Erica Conway, global head of in vitro diagnostic medical devices at BSI, said that one of her biggest concerns is whether, “We have the resources and the hands available that have the right competence to meet the demands of next year before the date of application of May 2022 for the IVDR.”
 
Conway added that because 80-90% of diagnostics marketed in the EU are self-declared, notified bodies do not know exactly how much demand for certification there will be before the date of application for IVDR and what competencies will need to be represented among their staff.
 
Bisazza repeated Medtech Europe’s call to delay IVDR due to the COVID-19 pandemic. “It’s becoming increasingly clear that a Plan B will be needed for the IVDR,” he said, noting that it is, “No longer just us, the regulated industry, who is openly expressing concerns about the transition status.”
 
However, as de Vries noted earlier in the session, “In the regulatory context, the corona[virus] crisis more than anything shows the need for stricter regulation,” noting the influx of rapid and at-home diagnostics imported into the EU amid the pandemic.
 
For the time being, Sue Spencer, IVD lead and principal consultant at Qserve Group, recommended that IVD makers, “Get a file ready as soon as possible, and make sure [to] have a barometer check.

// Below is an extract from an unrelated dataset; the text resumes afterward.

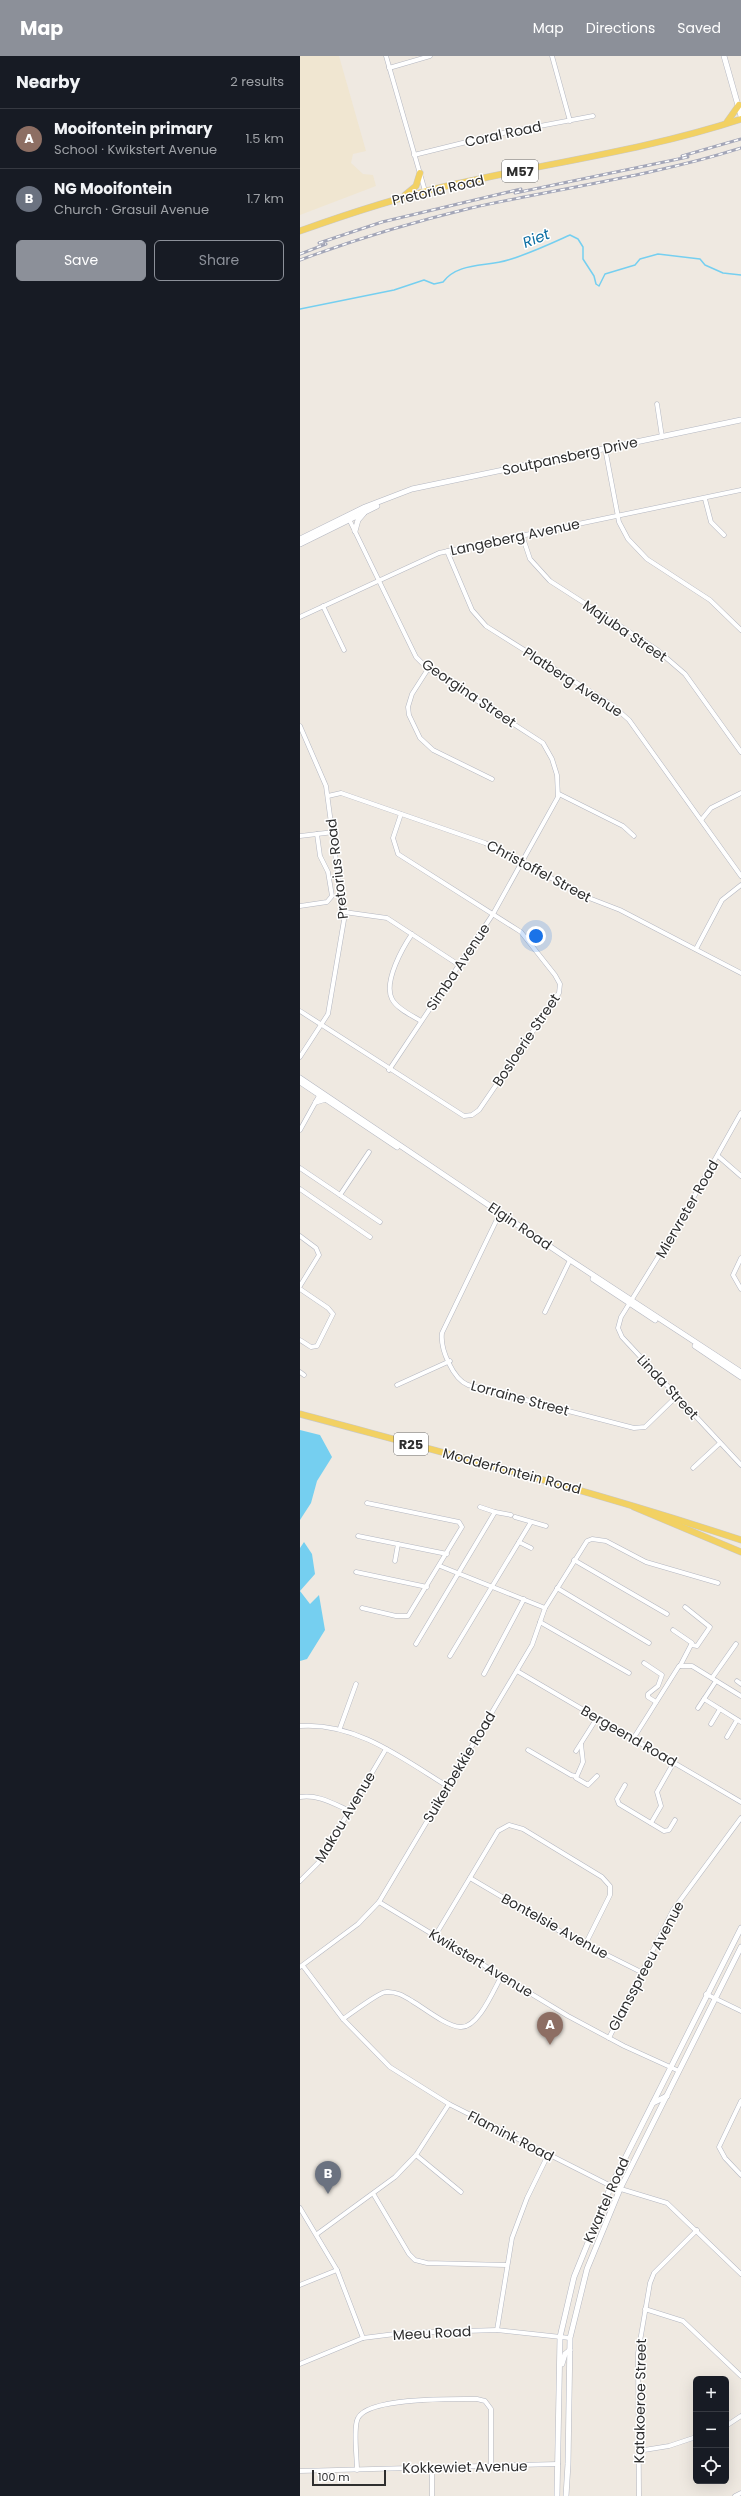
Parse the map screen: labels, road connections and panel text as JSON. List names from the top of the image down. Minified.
{"streets":{"main road":["M57","Pretoria Road","R25","Modderfontein Road"],"street":["Coral Road","Soutpansberg Drive","Langeberg Avenue","Majuba Street","Platberg Avenue","Georgina Street","Pretorius Road","Christoffel Street","Simba Avenue","Bosloerie Street","Miervreter Road","Elgin Road","Linda Street","Lorraine Street","Bergeend Road","Suikerbekkie Road","Makou Avenue","Bontelsie Avenue","Kwikstert Avenue","Glansspreeu Avenue","Flamink Road","Kwartel Road","Meeu Road","Katakoeroe Street","Kokkewiet Avenue"]},"crossings":[["Soutpansberg Drive","Georgina Street"],["Langeberg Avenue","Majuba Street"],["Langeberg Avenue","Platberg Avenue"],["Langeberg Avenue","Georgina Street"],["Pretorius Road","Christoffel Street"],["Pretorius Road","Bosloerie Street"],["Christoffel Street","Simba Avenue"],["Christoffel Street","Bosloerie Street"],["Simba Avenue","Bosloerie Street"],["Miervreter Road","Elgin Road"],["Miervreter Road","Linda Street"],["Elgin Road","Linda Street"],["Elgin Road","Lorraine Street"],["Linda Street","Lorraine Street"],["Bergeend Road","Suikerbekkie Road"],["Suikerbekkie Road","Kwikstert Avenue"],["Suikerbekkie Road","Flamink Road"],["Bontelsie Avenue","Glansspreeu Avenue"],["Kwikstert Avenue","Glansspreeu Avenue"],["Kwikstert Avenue","Kwartel Road"],["Flamink Road","Kwartel Road"],["Flamink Road","Katakoeroe Street"],["Kwartel Road","Meeu Road"],["Kwartel Road","Kokkewiet Avenue"]],"water":["Riet"],"scale_bar":"100 m","page":{"header":"Map","nav":["Map","Directions","Saved"],"heading":["Nearby","2 results"],"list":[{"mark":"A","name":"Mooifontein primary","note":"School · Kwikstert Avenue","value":"1.5 km"},{"mark":"B","name":"NG Mooifontein","note":"Church · Grasuil Avenue","value":"1.7 km"}],"buttons":["Save","Share"],"pins":["A","B"],"map_buttons":["+","−"],"scale":"100 m"}}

Get it in to the notified body, get the feedback, because you might be shocked at the level of detail that you are expected to have.”
 
Bassil Akra, CEO of consulting firm QUNIQUE GmbH, added that there are many IVD makers with limited experience with notified bodies. “We have a lot of Class I manufacturers of self-declared devices who have nothing to do with notified bodies … they are going to show up one day and when they show up it will be a big surprise,” he said.